[Saved entries]

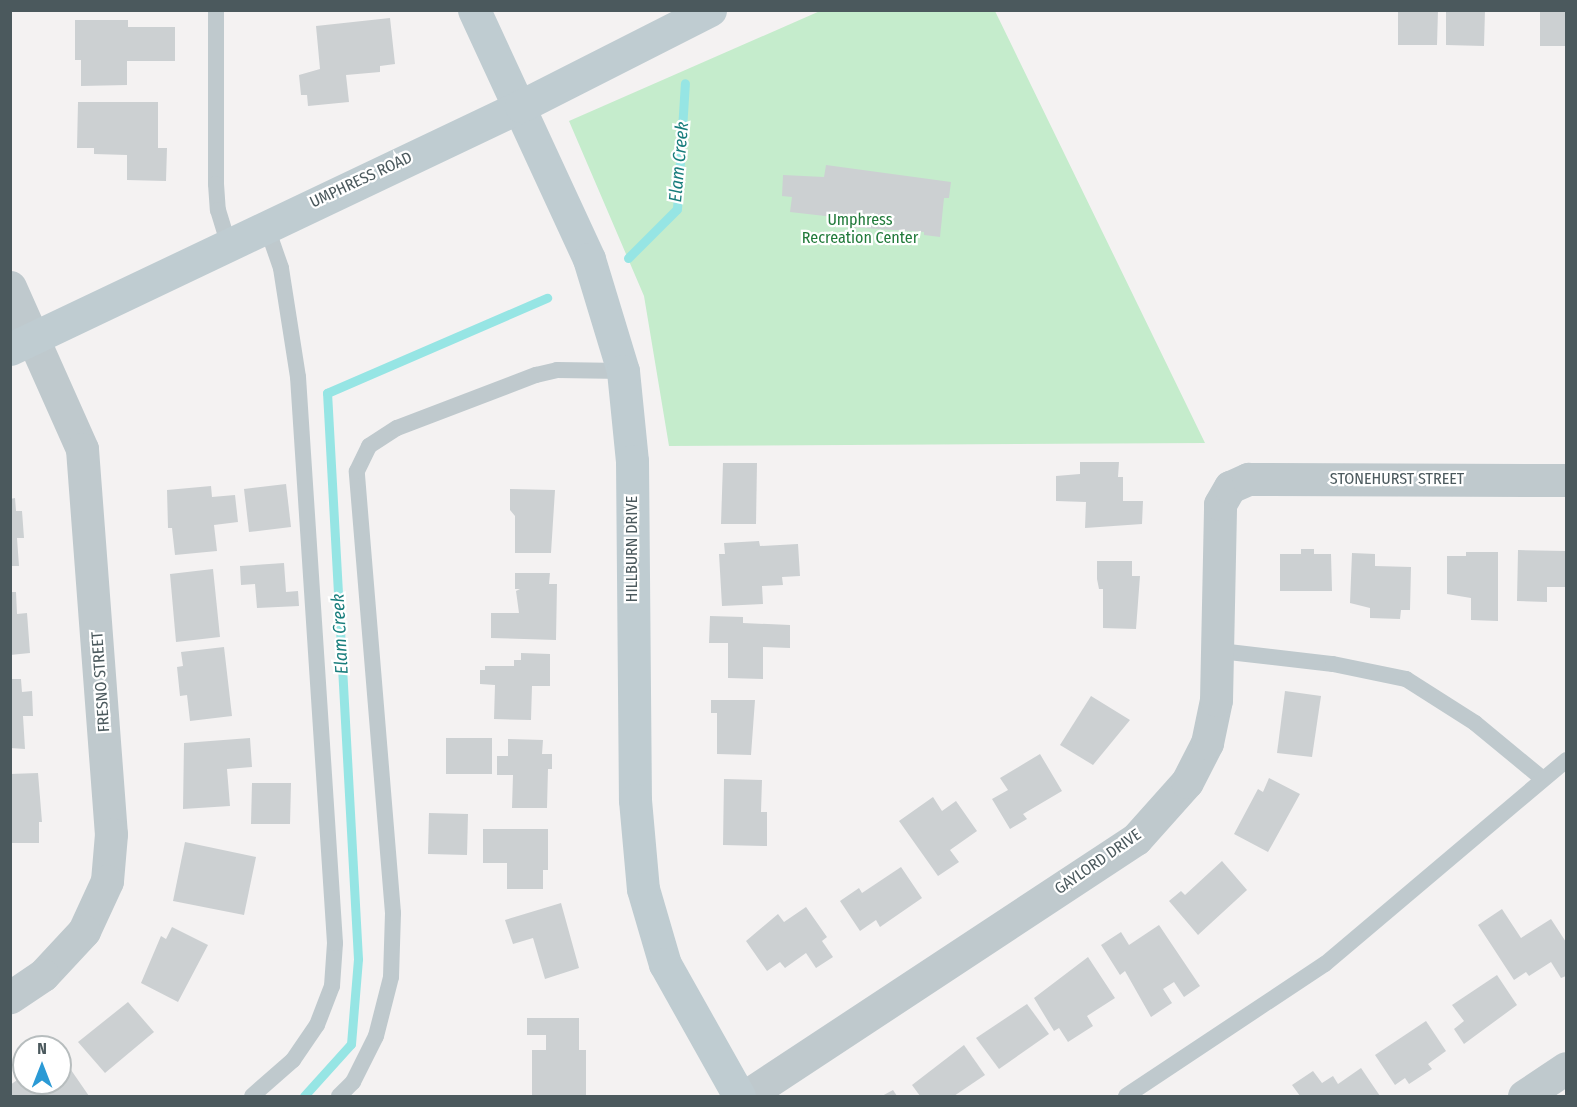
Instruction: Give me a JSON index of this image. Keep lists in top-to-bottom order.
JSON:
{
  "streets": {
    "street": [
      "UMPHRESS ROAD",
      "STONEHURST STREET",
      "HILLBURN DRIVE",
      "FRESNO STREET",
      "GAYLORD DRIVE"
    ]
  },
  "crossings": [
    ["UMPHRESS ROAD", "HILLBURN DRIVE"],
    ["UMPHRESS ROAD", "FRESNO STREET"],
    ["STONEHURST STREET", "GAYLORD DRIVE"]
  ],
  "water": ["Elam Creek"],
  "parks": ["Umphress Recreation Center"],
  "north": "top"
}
...
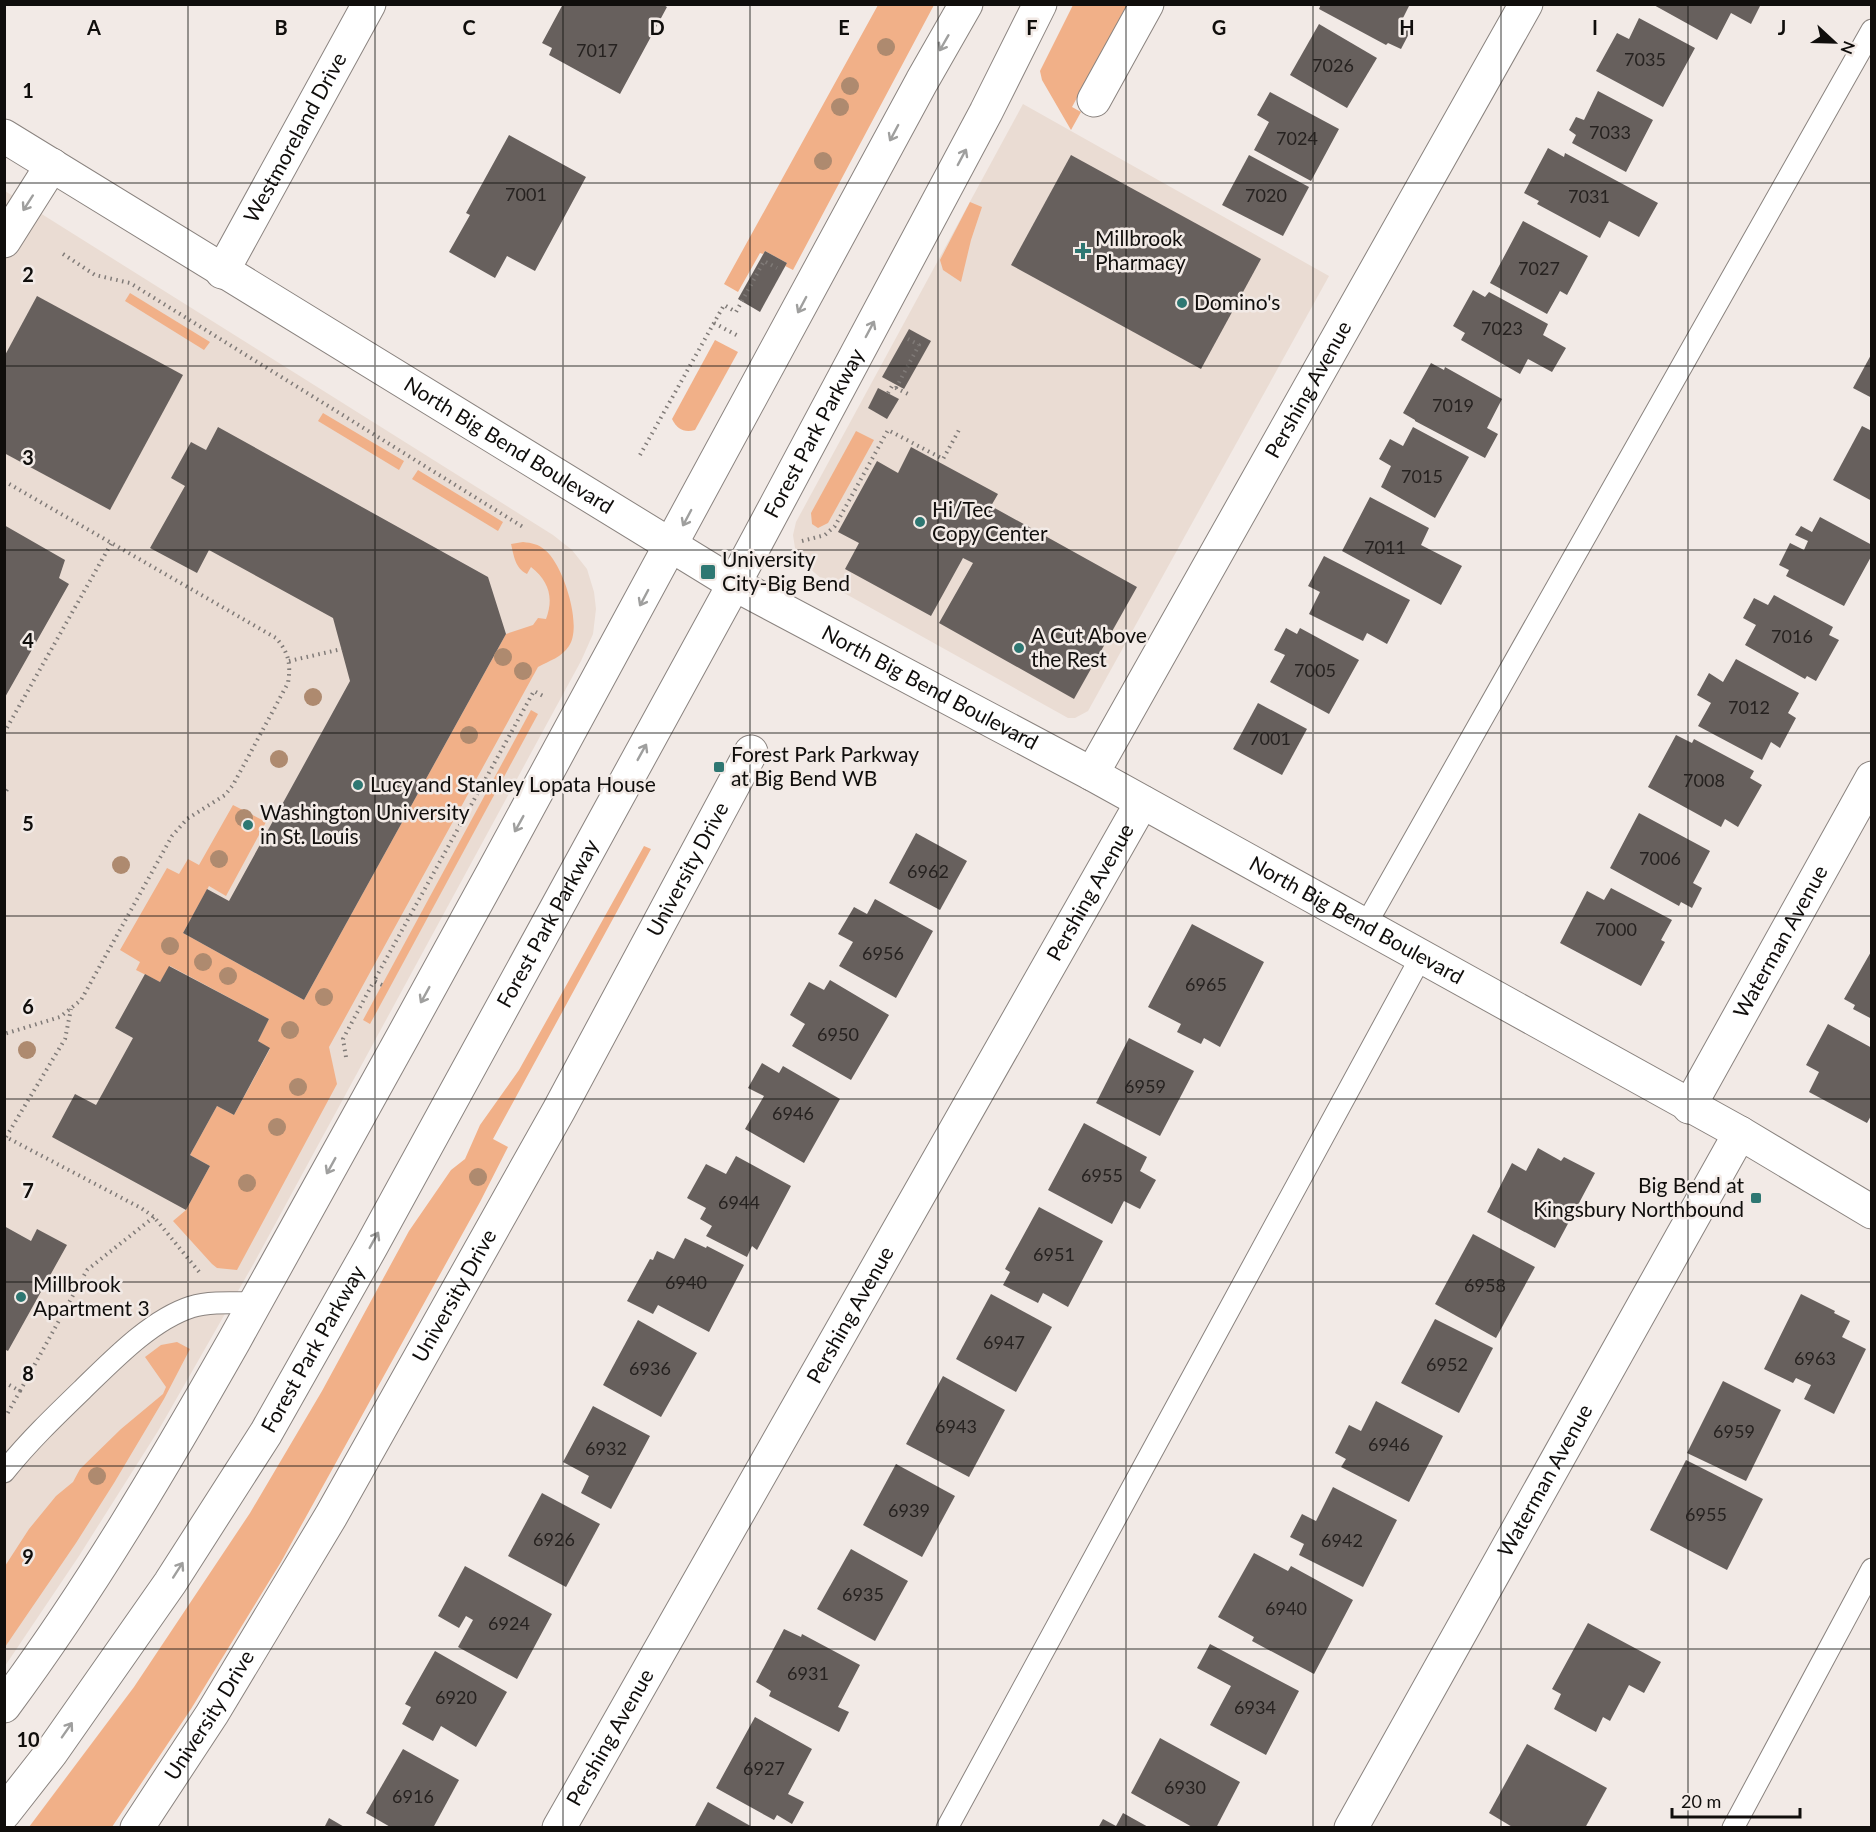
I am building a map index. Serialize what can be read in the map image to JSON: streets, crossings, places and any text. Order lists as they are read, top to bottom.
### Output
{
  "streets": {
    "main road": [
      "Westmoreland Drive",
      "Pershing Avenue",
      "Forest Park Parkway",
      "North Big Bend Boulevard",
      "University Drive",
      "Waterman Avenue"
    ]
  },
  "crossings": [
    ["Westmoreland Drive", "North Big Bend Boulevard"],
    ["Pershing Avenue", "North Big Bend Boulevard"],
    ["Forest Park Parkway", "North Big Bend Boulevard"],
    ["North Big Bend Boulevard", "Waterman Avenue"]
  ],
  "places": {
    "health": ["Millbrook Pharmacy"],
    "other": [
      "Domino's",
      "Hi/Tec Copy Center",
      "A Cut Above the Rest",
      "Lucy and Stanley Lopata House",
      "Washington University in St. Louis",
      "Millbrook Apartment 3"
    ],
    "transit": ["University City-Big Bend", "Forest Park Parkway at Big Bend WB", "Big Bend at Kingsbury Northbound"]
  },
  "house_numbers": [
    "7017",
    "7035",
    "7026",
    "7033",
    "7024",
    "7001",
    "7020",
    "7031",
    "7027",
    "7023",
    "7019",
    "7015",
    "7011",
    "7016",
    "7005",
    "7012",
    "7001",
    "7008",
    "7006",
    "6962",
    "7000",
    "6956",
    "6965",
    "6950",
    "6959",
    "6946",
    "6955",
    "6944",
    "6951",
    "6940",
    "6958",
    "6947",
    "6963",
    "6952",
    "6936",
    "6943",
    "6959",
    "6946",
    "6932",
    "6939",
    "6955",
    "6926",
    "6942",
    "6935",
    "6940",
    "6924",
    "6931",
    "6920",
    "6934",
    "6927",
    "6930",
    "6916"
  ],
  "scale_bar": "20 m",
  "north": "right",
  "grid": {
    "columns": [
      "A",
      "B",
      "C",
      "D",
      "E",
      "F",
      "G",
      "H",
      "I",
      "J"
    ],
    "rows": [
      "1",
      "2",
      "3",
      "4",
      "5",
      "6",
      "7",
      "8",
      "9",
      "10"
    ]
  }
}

_PROBLEM DETAILS_
Among the lines of the data, identify those with the word "lists". Copy each of them.

_REPLY TO THE EXERCISE_
Instruction: Give me a JSON index of this image. Keep lists in top-to-bottom order.
I am building a map index. Serialize what can be read in the map image to JSON: streets, crossings, places and any text. Order lists as they are read, top to bottom.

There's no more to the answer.